Árvores de plástico em Belém são ‘erro grotesco’ e prejudicam imagem do Brasil
Às vésperas de sediar a COP30, o governo do Pará instalou árvores artificiais na Nova Doca, uma das instalações montadas para receber o evento em Belém. A medida foi amplamente criticada por ambientalistas, inclusive por Ribeiro, que vê contradição entre o gesto e o discurso ambiental do país.
“É incompreensível porque sabemos de todas as implicações da decomposição dos plásticos nos oceanos, que chegam muitas vezes nos nossos corpos através da cadeia alimentar. É um erro grotesco, brutal, que não faz o menor sentido”, opinou.
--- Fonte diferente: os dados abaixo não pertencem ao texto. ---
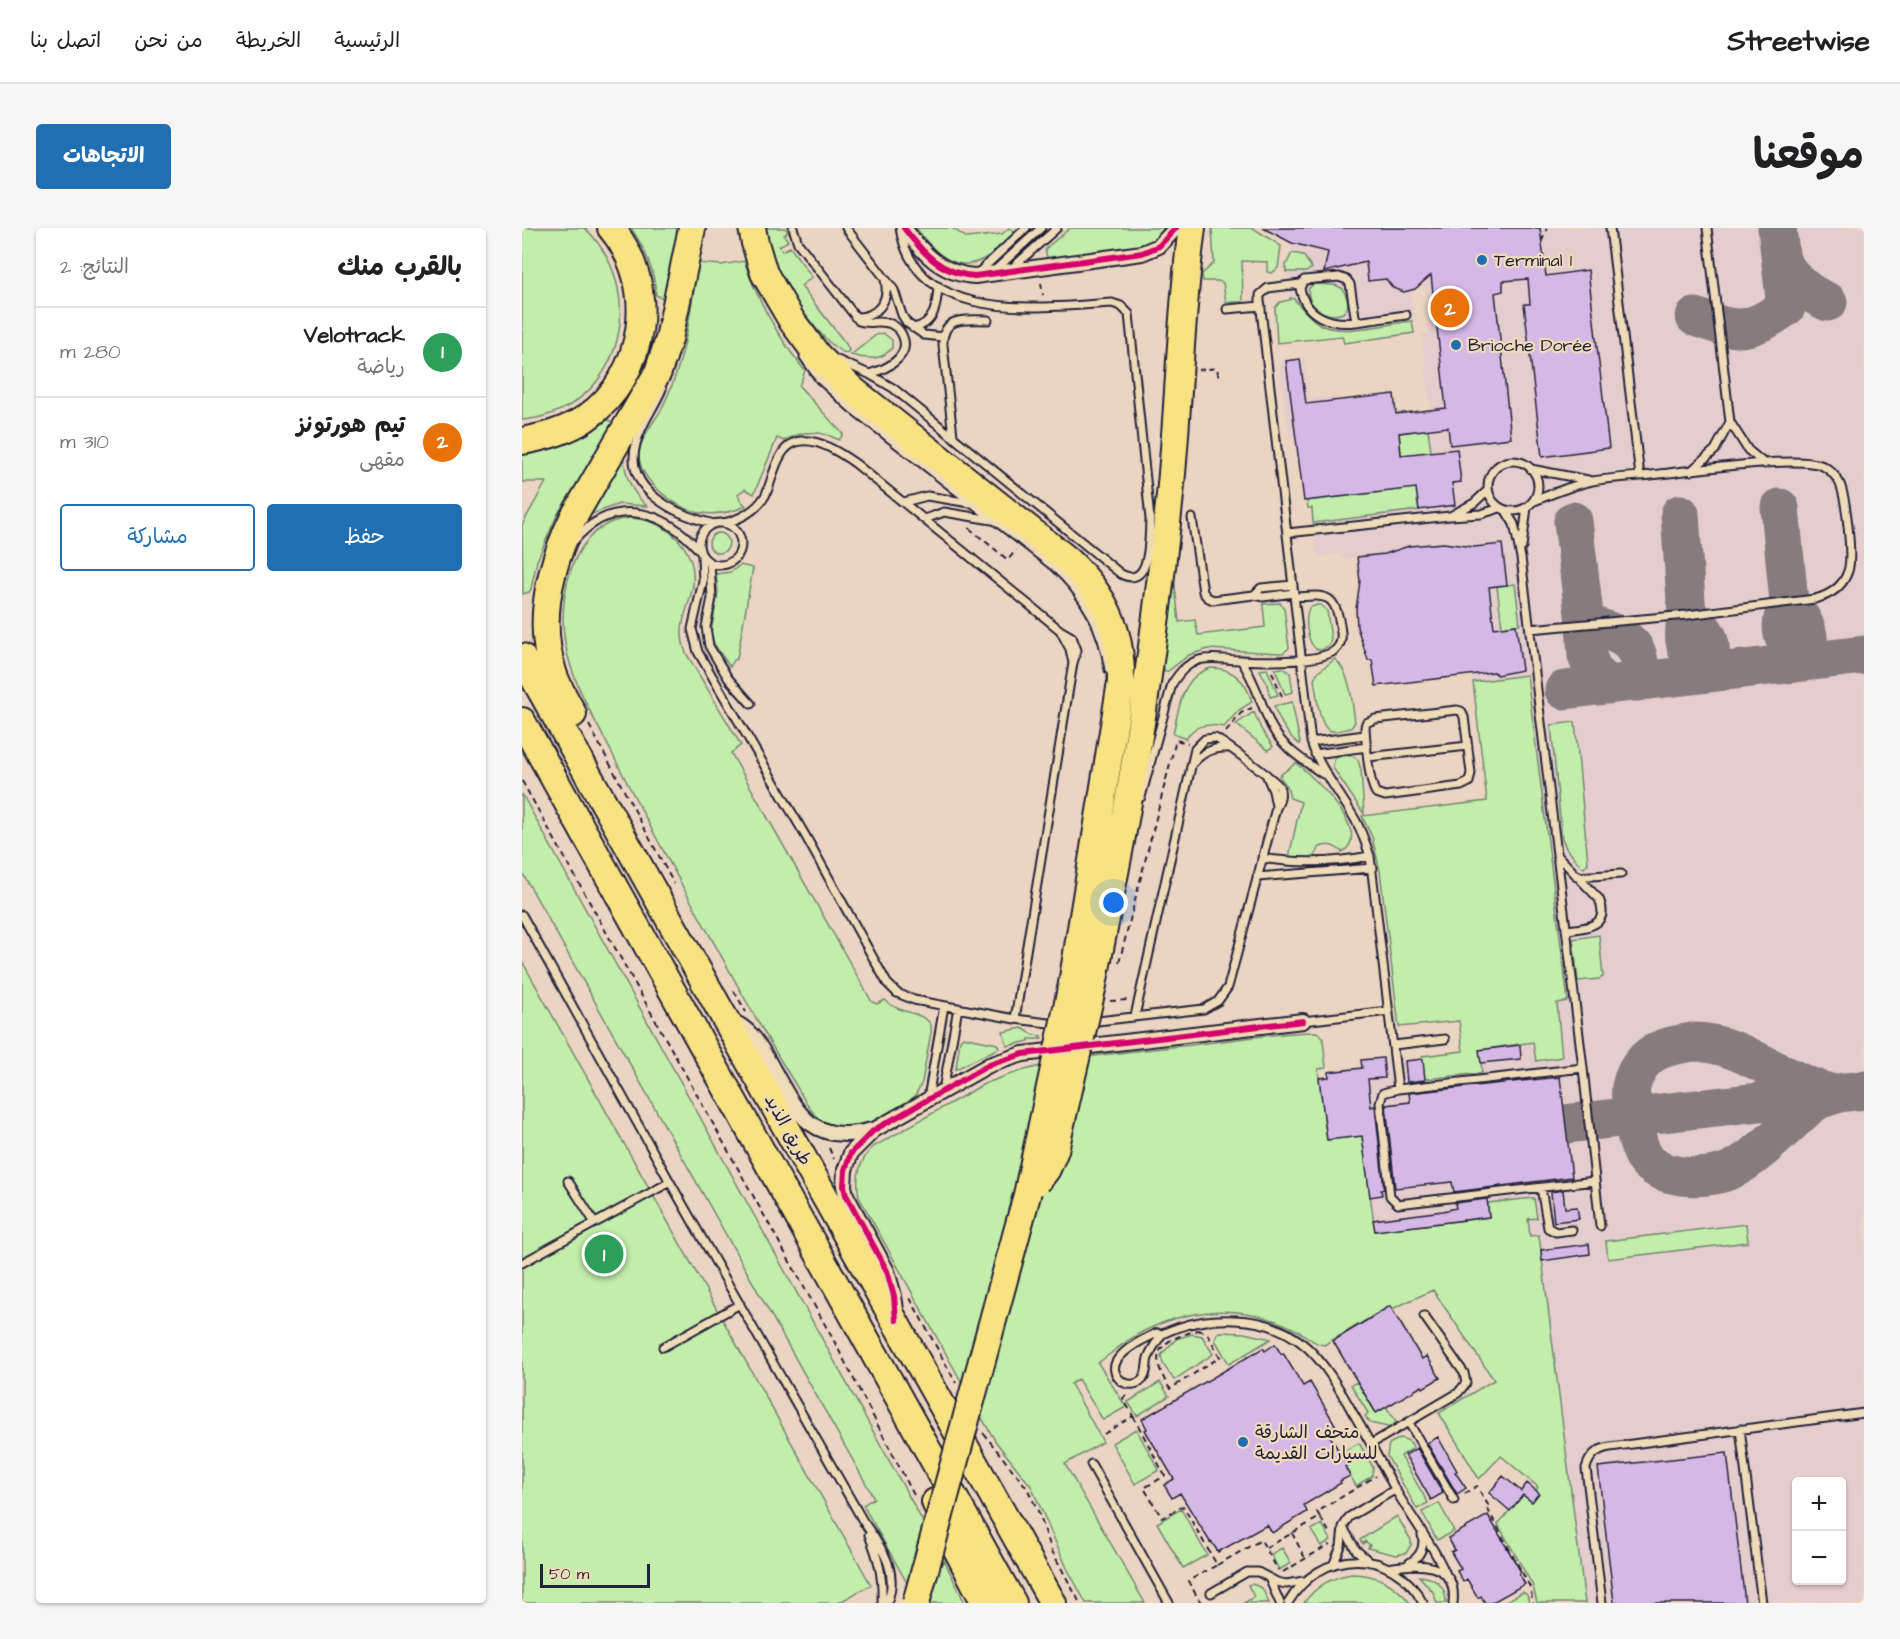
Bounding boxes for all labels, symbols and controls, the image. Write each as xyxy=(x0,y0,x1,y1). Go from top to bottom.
text: Streetwise xyxy=(1728,22,1870,61)
text: اتصل بنا xyxy=(30,26,101,55)
text: من نحن xyxy=(134,26,203,55)
text: الخريطة xyxy=(236,26,301,55)
text: الرئيسية xyxy=(334,26,400,55)
button: الاتجاهات xyxy=(36,124,171,189)
text: موقعنا xyxy=(1753,127,1864,185)
place label: Terminal 1 xyxy=(1494,248,1572,273)
text: بالقرب منك xyxy=(338,249,462,285)
text: النتائج: 2 xyxy=(60,253,129,281)
marker: Terminal 1 xyxy=(1475,253,1489,267)
pin: 2 xyxy=(1430,286,1470,331)
text: Velotrack xyxy=(304,320,405,351)
place label: Brioche Dorée xyxy=(1468,333,1592,358)
text: 280 m xyxy=(60,338,121,366)
text: 1 xyxy=(441,338,444,366)
marker: Brioche Dorée xyxy=(1449,338,1463,352)
text: رياضة xyxy=(357,353,405,381)
text: تيم هورتونز xyxy=(296,410,405,441)
text: 310 m xyxy=(60,428,109,456)
text: 2 xyxy=(437,428,448,456)
text: مقهى xyxy=(359,446,405,474)
button: مشاركة xyxy=(60,504,255,571)
button: حفظ xyxy=(267,504,462,571)
your location xyxy=(1099,888,1128,917)
street label: طريق الذيد xyxy=(758,1090,818,1170)
pin: 1 xyxy=(584,1232,623,1276)
place label: متحف الشارقة للسيارات القديمة xyxy=(1255,1420,1378,1466)
marker: متحف الشارقة للسيارات القديمة xyxy=(1236,1435,1250,1449)
map controls xyxy=(1792,1477,1846,1585)
button: + xyxy=(1792,1477,1846,1531)
button: − xyxy=(1792,1531,1846,1585)
scale bar xyxy=(540,1561,650,1588)
text: 50 m xyxy=(549,1563,589,1585)

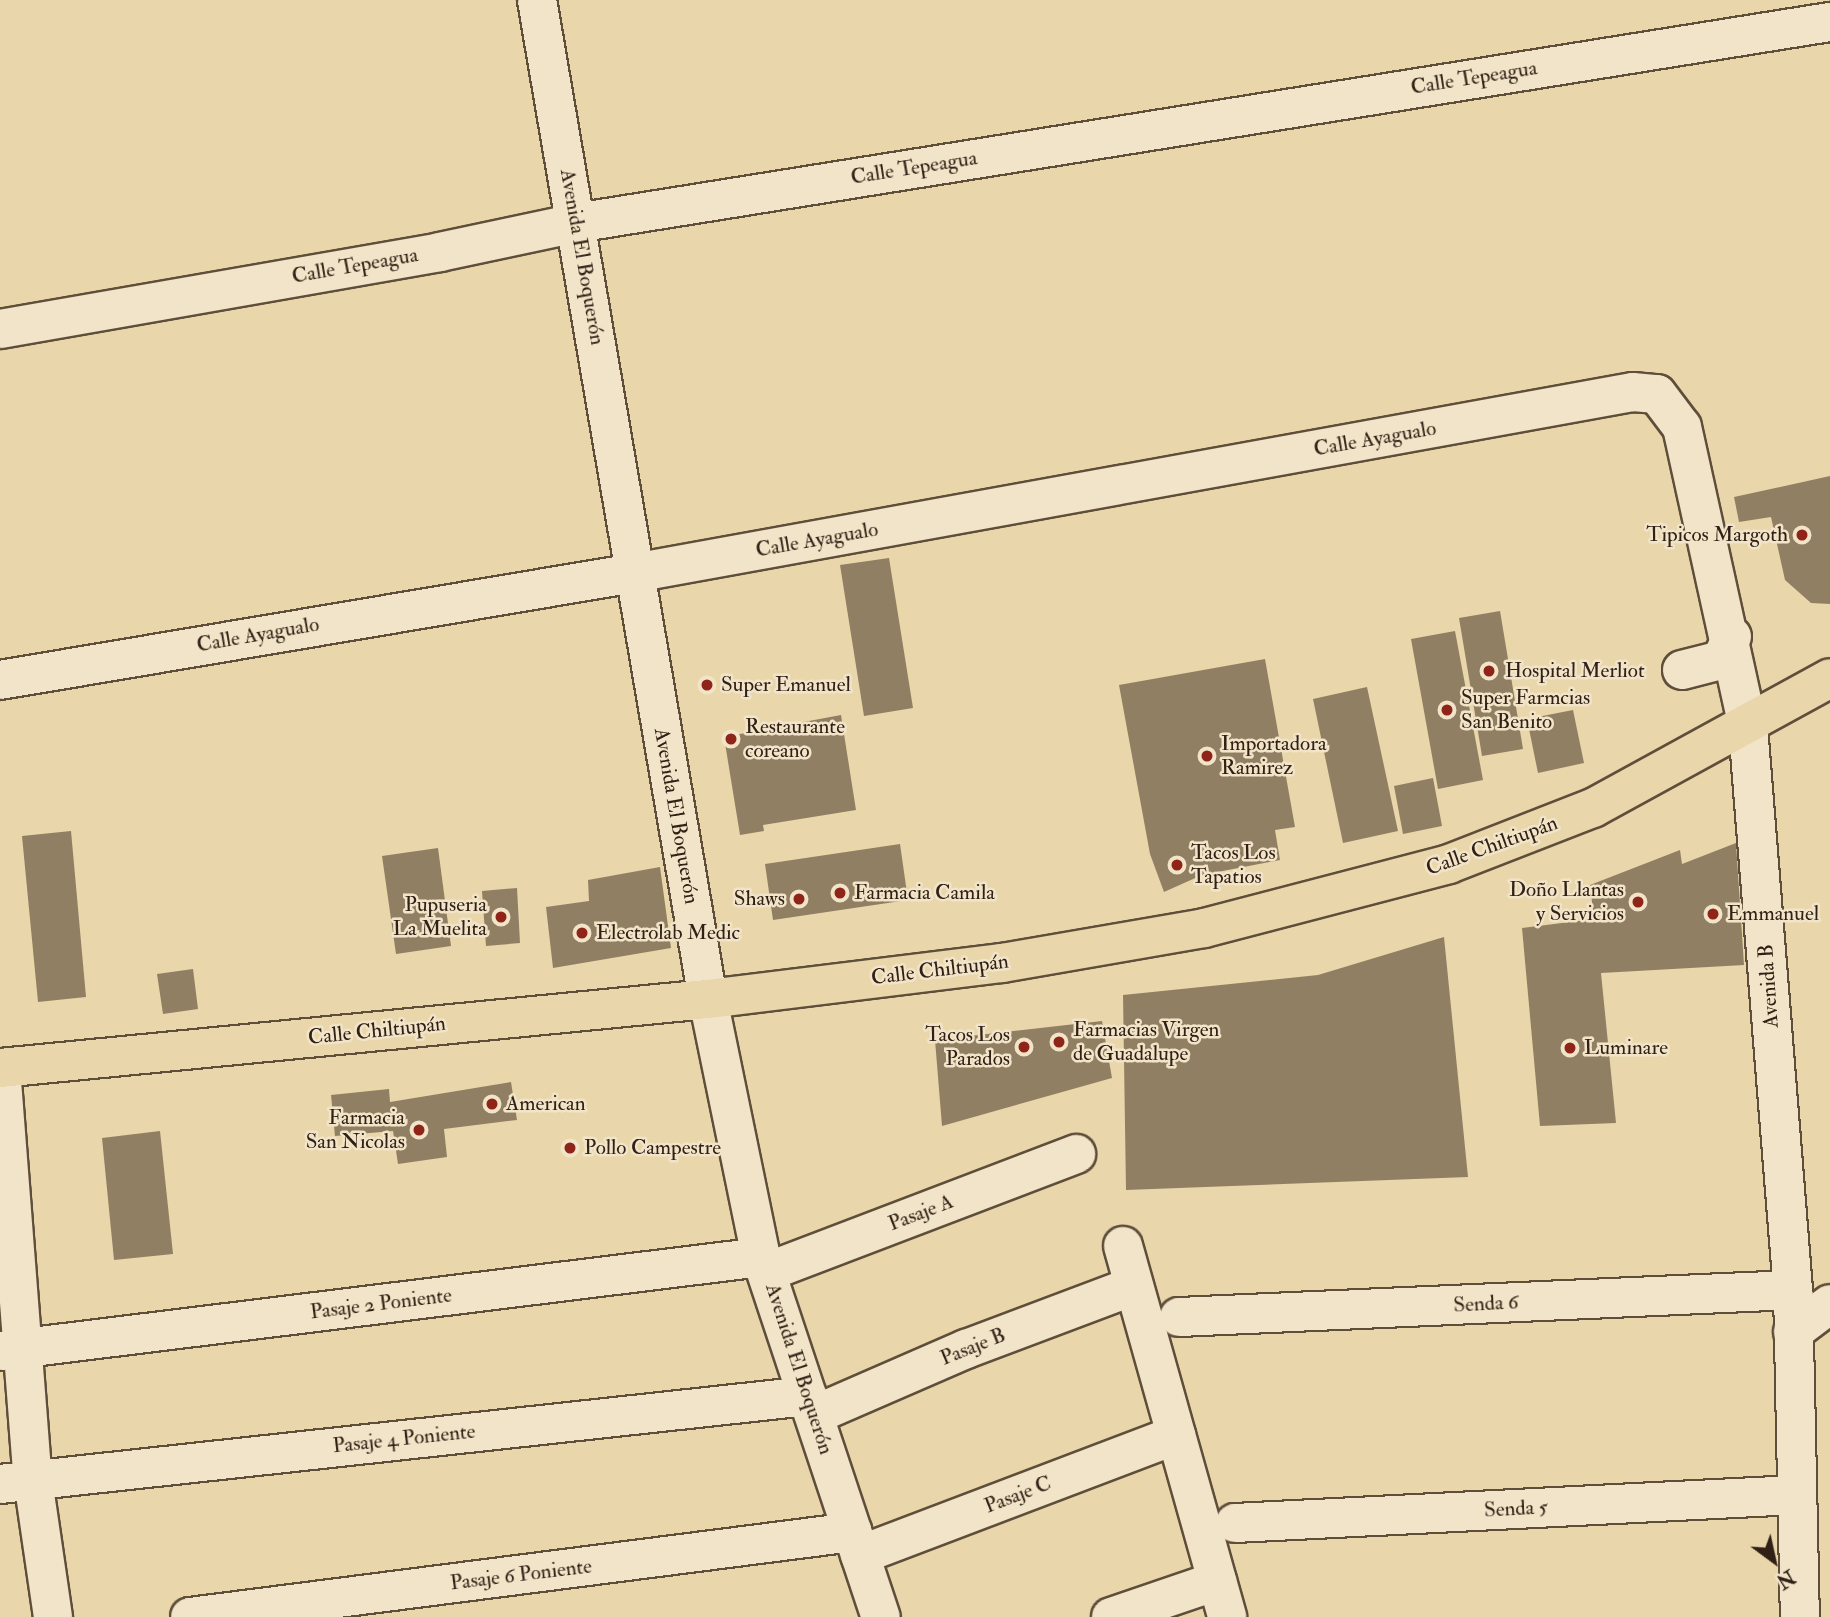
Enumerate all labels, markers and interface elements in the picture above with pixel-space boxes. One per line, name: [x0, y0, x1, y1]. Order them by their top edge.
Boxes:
street label: Calle Tepeagua: [1409, 56, 1539, 100]
street label: Calle Tepeagua: [849, 146, 979, 190]
street label: Avenida El Boquerón: [554, 167, 610, 347]
street label: Calle Tepeagua: [290, 243, 420, 289]
street label: Calle Ayagualo: [1312, 416, 1438, 462]
street label: Calle Ayagualo: [754, 517, 880, 563]
place label: Tipicos Margoth: [1646, 522, 1788, 548]
marker: Tipicos Margoth: [1794, 527, 1810, 543]
street label: Calle Ayagualo: [195, 612, 321, 658]
place label: Hospital Merliot: [1505, 658, 1645, 684]
marker: Hospital Merliot: [1479, 661, 1499, 681]
place label: Super Emanuel: [721, 672, 851, 698]
marker: Super Emanuel: [699, 677, 715, 693]
place label: Super Farmcias San Benito: [1461, 685, 1590, 735]
marker: Super Farmcias San Benito: [1439, 702, 1455, 718]
place label: Restaurante coreano: [745, 714, 845, 764]
street label: Avenida El Boquerón: [648, 726, 704, 906]
marker: Restaurante coreano: [723, 731, 739, 747]
place label: Importadora Ramirez: [1221, 731, 1327, 781]
marker: Importadora Ramirez: [1199, 748, 1215, 764]
street label: Calle Chiltiupán: [1423, 811, 1561, 881]
place label: Tacos Los Tapatios: [1191, 840, 1276, 890]
marker: Tacos Los Tapatios: [1169, 857, 1185, 873]
place label: Doño Llantas y Servicios: [1509, 877, 1624, 927]
place label: Farmacia Camila: [854, 880, 995, 906]
marker: Farmacia Camila: [832, 885, 848, 901]
place label: Shaws: [734, 886, 785, 912]
marker: Shaws: [791, 891, 807, 907]
place label: Pupuseria La Muelita: [393, 892, 487, 942]
marker: Doño Llantas y Servicios: [1630, 894, 1646, 910]
place label: Emmanuel: [1727, 901, 1819, 927]
marker: Emmanuel: [1705, 906, 1721, 922]
marker: Pupuseria La Muelita: [493, 909, 509, 925]
place label: Electrolab Medic: [596, 920, 740, 946]
marker: Electrolab Medic: [574, 925, 590, 941]
street label: Avenida B: [1754, 943, 1784, 1029]
street label: Calle Chiltiupán: [870, 949, 1010, 991]
street label: Calle Chiltiupán: [307, 1011, 447, 1051]
place label: Farmacias Virgen de Guadalupe: [1073, 1017, 1219, 1067]
place label: Tacos Los Parados: [925, 1022, 1010, 1072]
marker: Farmacias Virgen de Guadalupe: [1051, 1034, 1067, 1050]
place label: Luminare: [1584, 1035, 1668, 1061]
marker: Tacos Los Parados: [1016, 1039, 1032, 1055]
marker: Luminare: [1562, 1040, 1578, 1056]
place label: American: [506, 1091, 586, 1117]
marker: American: [484, 1096, 500, 1112]
place label: Farmacia San Nicolas: [306, 1105, 405, 1155]
marker: Farmacia San Nicolas: [411, 1122, 427, 1138]
place label: Pollo Campestre: [584, 1135, 721, 1161]
marker: Pollo Campestre: [562, 1140, 578, 1156]
street label: Pasaje A: [885, 1189, 957, 1237]
street label: Avenida El Boquerón: [759, 1280, 839, 1458]
street label: Pasaje 2 Poniente: [309, 1283, 453, 1325]
street label: Senda 6: [1453, 1290, 1519, 1318]
street label: Pasaje B: [937, 1323, 1009, 1371]
street label: Pasaje 4 Poniente: [331, 1419, 477, 1459]
street label: Pasaje C: [981, 1471, 1055, 1519]
street label: Senda 5: [1483, 1495, 1549, 1523]
north arrow: [1739, 1526, 1809, 1596]
street label: Pasaje 6 Poniente: [449, 1554, 593, 1596]
text: N: [1772, 1564, 1799, 1593]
Para ele, a cidade deveria valorizar sua vegetação natural, inclusive para evitar um vexame global: “Belém tem grandes árvores, é uma cidade muito verde. Se o Brasil quiser se proteger de críticas internacionais, precisa dar bons exemplos, e isso começa por usar árvores e plantas de verdade.”
País tem potencial mal aproveitado para economia verde
Para Ribeiro, o Brasil tem um potencial enorme para liderar uma economia verde, mas ainda investe pouco em ciência e tecnologia. Ele destacou a importância da chamada “química fina” associada à biotecnologia, que consiste na mistura de materiais orgânicos e processados, para desenvolver novos materiais, fármacos e alimentos.
“Temos aqui algo raro: a combinação da biodiversidade com a sociodiversidade. O conhecimento dos povos originários, quilombolas e ribeirinhos permite identificar espécies e desenvolver produtos inovadores a partir disso”, indicou. “Temos capacidade, mas ainda estamos aquém do necessário para liderar essa transição.”
Garimpo ilegal é herança de modelo colonial
Durante a entrevista, Ribeiro também chamou atenção para a devastação provocada pelo garimpo ilegal no Brasil, especialmente em Terras Indígenas. Segundo o professor, a atividade seria uma herança do período colonial, baseado na extração predatória de recursos do subsolo.
“É uma aposta no modelo antigo, herdado da época colonial do Brasil, de retirar os materiais da natureza, especialmente os que estão no subsolo. Os garimpeiros hoje operam com maquinário pesado e têm enorme capacidade de destruição em pouco tempo. A recuperação das áreas degradadas, no entanto, pode levar até 60 anos”, lamentou.
O professor defende que a verdadeira riqueza do país está na superfície, na biodiversidade. Ele acrescenta que é preciso proteger os estoques de carbono e investir em pesquisa para descobrir novos usos para as espécies nativas, mantendo a floresta em pé.